Nonetheless, we expect a visual surveillance system
to: (1) find typical single-agent activities (e.g. car makes
a U-turn) and multi-agent interactions (e.g. vehicles stop
waiting for pedestrians to cross the street) in this scene,
and provide a summary; (2) label short video clips in a
long sequence by interaction, and localize different activities
involved in an interaction; (3) show abnormal activities,
e.g. pedestrians cross the road outside the crosswalk;
and abnormal interactions, e.g. jay-walking (people cross
the road while vehicles pass by); (4) support queries about
an interaction that has not yet been discovered by the system.
Ideally, a sysmte would learn models of the scene to
answer such questions in an unsupervised way.
Figure 1. System diagram.
To answer these challenges for visual surveillance systems,
we must determine: how to compute low-level visual
features, and how to model activities and interactions. Our
approach is shown in Figure 1. We compute local motion,
which are moving pixels indexed by discretized location and direction,
as our low-level visual features, avoiding difficult tracking
problems in crowded scenes. We do not adopt global motion
features, because in our case multiple activities
occur simultaneously and we want to separate singleagent
activities from interactions. Word-document analysis
is then performed by quantizing local motion into visual
words and dividing the long video sequence into short
clips as documents. We assume that visual words caused by
the same atomic activity often co-exist in video clips (documents)

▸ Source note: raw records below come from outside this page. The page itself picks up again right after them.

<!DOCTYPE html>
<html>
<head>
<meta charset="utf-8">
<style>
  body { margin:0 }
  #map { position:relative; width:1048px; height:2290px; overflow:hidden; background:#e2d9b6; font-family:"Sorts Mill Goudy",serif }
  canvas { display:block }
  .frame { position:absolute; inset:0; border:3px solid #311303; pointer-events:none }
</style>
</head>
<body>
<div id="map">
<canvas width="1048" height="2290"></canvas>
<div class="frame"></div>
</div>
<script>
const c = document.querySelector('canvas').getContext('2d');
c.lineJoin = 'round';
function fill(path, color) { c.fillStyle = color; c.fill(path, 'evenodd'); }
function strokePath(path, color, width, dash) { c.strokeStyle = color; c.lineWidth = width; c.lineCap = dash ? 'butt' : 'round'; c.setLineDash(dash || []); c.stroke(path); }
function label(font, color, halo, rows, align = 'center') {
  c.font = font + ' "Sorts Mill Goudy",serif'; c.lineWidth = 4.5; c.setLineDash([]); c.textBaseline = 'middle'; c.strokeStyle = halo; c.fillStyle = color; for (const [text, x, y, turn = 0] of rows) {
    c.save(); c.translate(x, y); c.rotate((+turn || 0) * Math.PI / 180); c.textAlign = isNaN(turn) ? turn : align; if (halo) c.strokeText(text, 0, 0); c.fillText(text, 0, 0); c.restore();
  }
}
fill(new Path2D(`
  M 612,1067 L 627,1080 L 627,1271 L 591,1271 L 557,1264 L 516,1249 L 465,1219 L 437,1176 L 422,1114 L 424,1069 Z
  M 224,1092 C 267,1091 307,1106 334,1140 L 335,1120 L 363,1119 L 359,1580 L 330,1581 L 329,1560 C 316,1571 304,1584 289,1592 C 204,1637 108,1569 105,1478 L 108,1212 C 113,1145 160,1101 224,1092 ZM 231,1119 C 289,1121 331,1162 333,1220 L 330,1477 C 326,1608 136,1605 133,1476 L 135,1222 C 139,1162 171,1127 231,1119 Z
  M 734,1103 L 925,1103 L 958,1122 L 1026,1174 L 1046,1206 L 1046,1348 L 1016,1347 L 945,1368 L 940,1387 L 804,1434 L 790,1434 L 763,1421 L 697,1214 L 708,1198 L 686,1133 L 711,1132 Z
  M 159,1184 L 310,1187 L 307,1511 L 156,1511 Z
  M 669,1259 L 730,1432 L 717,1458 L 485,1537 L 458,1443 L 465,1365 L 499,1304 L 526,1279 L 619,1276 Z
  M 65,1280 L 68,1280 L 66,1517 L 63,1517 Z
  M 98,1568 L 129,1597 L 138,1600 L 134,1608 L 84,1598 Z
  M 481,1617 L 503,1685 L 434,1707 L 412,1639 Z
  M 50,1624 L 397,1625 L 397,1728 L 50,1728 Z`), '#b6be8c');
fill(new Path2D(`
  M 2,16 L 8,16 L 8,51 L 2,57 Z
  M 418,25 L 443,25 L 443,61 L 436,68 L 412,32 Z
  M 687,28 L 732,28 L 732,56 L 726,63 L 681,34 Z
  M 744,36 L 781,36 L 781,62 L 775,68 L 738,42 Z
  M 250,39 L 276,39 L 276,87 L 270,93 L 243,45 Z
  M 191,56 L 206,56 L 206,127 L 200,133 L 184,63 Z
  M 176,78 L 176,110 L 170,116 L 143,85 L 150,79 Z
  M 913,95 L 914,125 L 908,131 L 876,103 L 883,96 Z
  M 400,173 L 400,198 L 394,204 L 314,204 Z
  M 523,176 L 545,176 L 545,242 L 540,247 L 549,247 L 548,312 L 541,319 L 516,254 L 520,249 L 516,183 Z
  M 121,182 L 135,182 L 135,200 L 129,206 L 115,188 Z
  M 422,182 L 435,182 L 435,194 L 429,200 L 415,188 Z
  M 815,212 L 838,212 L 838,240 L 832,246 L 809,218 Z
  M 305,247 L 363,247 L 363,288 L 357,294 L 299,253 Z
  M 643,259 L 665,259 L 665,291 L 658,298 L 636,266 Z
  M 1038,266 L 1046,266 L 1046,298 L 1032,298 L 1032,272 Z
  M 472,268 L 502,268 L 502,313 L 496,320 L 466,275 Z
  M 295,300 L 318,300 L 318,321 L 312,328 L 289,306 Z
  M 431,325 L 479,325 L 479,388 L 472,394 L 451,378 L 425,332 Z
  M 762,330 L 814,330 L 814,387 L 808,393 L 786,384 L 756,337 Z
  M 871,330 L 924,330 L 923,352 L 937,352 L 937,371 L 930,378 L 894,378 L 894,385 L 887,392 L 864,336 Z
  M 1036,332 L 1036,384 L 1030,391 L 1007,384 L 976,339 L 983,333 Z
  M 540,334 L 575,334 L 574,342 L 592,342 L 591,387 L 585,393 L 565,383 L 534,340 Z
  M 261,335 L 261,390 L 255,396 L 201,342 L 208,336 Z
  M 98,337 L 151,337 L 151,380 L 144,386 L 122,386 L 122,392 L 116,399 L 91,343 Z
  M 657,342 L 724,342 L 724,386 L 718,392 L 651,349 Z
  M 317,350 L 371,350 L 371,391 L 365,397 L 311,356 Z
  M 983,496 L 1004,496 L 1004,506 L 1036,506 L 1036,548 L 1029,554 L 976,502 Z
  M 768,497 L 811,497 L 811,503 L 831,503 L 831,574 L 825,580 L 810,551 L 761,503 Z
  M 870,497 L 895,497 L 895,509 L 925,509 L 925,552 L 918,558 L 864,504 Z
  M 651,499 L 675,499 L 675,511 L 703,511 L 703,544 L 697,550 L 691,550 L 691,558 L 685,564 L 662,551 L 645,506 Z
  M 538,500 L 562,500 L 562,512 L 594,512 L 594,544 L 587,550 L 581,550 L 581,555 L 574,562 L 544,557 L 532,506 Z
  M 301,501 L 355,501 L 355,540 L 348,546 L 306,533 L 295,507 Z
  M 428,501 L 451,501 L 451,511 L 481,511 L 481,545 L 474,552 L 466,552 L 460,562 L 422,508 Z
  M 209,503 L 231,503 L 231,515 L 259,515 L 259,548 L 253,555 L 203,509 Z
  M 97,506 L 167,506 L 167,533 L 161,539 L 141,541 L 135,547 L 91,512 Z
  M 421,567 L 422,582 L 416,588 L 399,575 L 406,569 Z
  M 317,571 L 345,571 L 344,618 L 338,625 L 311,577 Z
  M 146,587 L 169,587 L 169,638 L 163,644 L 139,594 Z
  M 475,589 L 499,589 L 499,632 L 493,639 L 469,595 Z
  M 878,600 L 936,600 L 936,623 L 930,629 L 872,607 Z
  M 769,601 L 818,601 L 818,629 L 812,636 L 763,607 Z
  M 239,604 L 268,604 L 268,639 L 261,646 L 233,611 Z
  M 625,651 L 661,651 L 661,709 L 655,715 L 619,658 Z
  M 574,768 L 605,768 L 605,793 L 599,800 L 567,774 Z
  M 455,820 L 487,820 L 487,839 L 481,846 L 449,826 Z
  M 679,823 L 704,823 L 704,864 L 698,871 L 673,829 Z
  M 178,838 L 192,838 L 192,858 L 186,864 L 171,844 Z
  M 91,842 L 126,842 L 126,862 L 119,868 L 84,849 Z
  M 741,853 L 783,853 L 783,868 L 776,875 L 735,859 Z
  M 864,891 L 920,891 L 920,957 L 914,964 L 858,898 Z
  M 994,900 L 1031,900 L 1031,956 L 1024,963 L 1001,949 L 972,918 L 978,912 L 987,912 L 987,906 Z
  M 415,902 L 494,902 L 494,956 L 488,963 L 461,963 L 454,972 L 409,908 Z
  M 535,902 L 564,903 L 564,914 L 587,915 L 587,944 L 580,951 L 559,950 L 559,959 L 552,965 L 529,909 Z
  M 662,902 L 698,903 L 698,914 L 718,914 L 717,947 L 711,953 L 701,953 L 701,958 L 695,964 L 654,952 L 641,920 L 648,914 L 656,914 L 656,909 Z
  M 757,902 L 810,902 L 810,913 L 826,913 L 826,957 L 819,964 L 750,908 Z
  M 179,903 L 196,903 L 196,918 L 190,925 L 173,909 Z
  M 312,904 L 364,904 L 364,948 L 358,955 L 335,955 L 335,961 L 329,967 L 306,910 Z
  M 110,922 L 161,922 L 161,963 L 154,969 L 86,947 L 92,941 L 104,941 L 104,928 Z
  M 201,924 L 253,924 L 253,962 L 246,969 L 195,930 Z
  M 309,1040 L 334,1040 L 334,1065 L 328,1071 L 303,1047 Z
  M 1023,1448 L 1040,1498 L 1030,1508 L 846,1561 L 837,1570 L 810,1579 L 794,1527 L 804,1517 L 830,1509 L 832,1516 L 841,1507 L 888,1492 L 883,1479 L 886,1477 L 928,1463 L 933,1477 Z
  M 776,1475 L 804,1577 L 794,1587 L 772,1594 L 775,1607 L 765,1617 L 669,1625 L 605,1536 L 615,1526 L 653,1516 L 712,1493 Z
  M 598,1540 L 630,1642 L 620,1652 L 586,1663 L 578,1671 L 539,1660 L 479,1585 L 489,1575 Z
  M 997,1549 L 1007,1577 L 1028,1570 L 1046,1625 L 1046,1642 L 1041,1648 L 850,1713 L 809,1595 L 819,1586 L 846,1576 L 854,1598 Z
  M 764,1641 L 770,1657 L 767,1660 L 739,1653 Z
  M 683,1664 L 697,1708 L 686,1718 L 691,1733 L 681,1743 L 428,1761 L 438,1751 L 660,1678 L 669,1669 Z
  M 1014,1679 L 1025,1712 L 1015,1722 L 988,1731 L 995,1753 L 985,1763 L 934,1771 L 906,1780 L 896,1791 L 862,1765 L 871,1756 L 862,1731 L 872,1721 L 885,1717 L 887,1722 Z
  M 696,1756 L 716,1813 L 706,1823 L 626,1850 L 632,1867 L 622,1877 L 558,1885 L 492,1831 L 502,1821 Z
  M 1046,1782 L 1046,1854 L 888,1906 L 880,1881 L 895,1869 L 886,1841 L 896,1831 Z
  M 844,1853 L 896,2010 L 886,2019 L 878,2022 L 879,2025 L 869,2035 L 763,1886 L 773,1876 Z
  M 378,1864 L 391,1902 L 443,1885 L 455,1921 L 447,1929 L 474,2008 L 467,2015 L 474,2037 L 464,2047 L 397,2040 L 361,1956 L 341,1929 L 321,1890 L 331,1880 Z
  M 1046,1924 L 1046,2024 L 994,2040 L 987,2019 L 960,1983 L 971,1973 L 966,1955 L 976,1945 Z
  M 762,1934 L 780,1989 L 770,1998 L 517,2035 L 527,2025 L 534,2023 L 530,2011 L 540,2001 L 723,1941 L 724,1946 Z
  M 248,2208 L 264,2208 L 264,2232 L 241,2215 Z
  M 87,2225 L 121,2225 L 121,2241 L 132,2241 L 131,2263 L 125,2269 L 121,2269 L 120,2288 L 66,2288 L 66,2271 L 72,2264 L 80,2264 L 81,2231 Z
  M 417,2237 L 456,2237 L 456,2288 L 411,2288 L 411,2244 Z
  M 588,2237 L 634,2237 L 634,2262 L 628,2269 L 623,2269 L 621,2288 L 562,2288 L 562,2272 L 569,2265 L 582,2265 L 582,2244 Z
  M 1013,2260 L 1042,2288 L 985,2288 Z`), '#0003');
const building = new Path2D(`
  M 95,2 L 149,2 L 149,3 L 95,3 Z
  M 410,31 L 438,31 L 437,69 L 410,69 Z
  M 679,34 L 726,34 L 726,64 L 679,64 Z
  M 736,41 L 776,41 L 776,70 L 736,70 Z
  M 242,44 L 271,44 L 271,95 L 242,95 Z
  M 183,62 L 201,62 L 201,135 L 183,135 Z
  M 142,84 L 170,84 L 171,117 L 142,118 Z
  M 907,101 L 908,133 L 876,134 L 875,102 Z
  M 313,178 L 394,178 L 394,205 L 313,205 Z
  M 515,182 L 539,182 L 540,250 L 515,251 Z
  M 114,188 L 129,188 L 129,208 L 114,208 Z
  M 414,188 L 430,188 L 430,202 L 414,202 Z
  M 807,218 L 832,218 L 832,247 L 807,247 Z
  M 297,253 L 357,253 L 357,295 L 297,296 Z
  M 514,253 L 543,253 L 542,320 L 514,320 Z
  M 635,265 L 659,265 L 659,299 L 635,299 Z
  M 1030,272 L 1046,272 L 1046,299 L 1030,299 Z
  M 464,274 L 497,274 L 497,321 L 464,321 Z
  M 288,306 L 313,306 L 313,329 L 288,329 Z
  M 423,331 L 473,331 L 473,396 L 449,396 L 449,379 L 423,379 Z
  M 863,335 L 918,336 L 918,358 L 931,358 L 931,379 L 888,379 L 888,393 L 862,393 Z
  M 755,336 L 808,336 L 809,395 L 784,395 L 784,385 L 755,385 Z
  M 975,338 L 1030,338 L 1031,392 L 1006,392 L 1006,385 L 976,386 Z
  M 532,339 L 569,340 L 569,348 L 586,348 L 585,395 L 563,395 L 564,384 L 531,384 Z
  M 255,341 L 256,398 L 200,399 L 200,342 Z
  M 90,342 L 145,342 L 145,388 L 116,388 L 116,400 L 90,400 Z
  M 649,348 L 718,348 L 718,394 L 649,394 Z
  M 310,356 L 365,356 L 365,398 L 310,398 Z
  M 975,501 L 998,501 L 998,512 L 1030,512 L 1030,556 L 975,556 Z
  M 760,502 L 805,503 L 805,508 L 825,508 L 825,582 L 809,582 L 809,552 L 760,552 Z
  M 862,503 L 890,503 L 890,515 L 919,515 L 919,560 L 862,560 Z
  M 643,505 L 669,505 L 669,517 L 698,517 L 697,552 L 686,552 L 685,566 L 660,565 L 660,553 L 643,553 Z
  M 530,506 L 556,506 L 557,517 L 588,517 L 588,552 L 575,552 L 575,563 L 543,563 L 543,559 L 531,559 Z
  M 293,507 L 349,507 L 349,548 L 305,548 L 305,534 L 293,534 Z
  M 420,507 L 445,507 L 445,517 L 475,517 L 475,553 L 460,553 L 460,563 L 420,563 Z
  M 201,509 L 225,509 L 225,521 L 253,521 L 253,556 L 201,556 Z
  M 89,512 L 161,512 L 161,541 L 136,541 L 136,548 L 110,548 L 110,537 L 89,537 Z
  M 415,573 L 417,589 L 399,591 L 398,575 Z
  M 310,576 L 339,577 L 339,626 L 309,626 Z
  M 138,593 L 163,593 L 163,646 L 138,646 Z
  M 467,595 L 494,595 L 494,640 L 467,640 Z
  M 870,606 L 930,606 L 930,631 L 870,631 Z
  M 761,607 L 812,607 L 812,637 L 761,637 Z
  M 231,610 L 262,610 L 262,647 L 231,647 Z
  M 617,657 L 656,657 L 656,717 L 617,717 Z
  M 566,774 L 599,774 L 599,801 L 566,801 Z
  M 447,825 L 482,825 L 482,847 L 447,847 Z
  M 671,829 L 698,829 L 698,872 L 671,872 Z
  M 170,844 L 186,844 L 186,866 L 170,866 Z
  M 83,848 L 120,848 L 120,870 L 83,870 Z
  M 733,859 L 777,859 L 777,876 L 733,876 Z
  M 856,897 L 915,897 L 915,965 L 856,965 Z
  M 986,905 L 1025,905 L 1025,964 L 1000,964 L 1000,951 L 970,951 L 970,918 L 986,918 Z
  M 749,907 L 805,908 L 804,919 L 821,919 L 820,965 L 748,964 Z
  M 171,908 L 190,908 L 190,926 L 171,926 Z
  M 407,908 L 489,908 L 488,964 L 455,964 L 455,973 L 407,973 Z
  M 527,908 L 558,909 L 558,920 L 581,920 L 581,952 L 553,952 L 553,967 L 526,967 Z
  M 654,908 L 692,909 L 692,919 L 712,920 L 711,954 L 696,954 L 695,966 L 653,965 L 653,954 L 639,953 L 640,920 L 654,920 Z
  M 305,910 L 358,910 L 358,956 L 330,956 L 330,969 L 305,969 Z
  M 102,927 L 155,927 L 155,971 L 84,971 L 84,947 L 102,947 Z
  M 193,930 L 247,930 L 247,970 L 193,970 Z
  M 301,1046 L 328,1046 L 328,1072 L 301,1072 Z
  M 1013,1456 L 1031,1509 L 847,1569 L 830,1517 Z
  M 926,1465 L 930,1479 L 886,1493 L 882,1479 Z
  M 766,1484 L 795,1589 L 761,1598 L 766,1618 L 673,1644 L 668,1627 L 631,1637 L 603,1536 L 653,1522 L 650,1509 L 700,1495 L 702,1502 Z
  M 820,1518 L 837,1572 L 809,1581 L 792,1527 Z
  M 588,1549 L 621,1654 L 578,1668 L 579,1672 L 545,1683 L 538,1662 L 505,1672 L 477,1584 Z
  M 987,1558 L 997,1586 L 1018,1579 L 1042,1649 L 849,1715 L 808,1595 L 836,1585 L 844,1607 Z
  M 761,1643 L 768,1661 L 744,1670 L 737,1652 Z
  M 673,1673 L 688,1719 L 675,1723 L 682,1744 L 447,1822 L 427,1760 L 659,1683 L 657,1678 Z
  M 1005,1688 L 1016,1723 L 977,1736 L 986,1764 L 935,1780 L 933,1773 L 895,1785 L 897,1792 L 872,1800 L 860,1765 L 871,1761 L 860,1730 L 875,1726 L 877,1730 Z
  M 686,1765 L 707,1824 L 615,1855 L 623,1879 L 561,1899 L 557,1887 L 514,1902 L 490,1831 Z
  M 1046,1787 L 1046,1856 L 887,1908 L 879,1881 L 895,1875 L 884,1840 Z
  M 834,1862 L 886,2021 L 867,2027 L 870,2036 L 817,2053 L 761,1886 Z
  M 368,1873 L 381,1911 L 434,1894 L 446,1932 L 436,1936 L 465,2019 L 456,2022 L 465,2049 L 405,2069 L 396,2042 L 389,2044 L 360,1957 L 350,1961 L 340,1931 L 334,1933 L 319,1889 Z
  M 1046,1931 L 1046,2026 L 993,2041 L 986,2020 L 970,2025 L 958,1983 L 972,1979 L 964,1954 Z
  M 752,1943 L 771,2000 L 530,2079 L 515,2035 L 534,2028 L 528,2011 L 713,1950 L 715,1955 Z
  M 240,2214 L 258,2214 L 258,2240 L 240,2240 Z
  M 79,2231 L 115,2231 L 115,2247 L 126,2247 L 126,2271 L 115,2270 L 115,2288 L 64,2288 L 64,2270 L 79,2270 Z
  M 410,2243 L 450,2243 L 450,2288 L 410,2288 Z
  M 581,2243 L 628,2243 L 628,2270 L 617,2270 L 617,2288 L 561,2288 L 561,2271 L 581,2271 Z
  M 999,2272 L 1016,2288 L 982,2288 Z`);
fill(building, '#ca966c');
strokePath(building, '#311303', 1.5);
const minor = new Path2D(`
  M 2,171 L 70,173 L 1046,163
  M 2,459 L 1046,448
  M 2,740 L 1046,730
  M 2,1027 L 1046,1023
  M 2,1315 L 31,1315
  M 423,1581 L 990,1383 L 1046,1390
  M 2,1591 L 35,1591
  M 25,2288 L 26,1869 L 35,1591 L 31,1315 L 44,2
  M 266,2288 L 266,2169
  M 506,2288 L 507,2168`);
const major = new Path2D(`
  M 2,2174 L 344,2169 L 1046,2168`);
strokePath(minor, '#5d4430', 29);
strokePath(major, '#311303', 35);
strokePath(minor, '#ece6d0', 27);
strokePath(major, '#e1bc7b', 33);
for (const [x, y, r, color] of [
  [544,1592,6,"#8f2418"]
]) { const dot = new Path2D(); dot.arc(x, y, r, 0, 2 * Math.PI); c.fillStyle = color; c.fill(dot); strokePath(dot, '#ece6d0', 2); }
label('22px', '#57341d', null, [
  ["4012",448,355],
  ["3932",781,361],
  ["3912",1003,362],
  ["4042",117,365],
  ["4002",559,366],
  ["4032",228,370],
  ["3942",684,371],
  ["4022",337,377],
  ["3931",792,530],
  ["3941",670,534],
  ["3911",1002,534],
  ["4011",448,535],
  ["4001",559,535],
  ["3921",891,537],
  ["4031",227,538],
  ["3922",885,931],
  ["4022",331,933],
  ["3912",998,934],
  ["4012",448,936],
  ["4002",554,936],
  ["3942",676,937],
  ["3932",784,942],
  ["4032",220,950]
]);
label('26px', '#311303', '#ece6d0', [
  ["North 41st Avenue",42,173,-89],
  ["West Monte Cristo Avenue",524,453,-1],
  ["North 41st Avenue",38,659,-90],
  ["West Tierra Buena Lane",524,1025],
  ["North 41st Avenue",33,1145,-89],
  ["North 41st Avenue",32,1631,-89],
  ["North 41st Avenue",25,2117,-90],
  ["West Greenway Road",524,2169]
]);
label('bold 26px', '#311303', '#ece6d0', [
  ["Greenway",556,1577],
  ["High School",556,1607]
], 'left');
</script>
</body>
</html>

and that interaction is a combination of atomic activities
occuring in the same clip. Given this problem structure,
we employ a hierarchical Bayesian approach, in which
atomic activities are modeled as distributions over low-level
visual features, and interactions are modeled as distributions
over atomic activities. Under this model, surveillance
tasks like clustering video clips and abnormality detection
have a nice probabilistic explanation. Because our data is
hierarchical, a hierarchical model can have enough parameters
to fit the data well while avoiding overfitting problems,
since it is able to use a population distribution to structure
some dependence into the parameters.
Using our hierarchical Bayesian mixture model, 29 atomic activities are discovered in an unsupervised way. Figure 3 plots their distributions over local
motions. They reveal some interesting activities in the scene, such as pedestrians cross the road, vehicles stop, vehicles make turns, etc. At the same
time, the short video clips are grouped into five clusters, which represent five different interactions: traffic in vertical direction, vehicles from g
make rught turn, pedestrians cross the roads, vehicles from left make left turn, and traffic in horizontal direction. Figure 3 plots their distributions
over 29 topics.
Figure 2. 29 discovered atomic activities in an unsupervised way, showing their distributions on motion features. The four colors represent four discretized motion directions
Figure 3. Short video clips are grouped into five clustered, which represent five different interactions. In the first row,
we plot the interaction distributions over 29 atomic activities. In the second row, we show a vidoe clip as an example for each kind of
interactions and mark the motions of the five largest atomic activities in that video clip.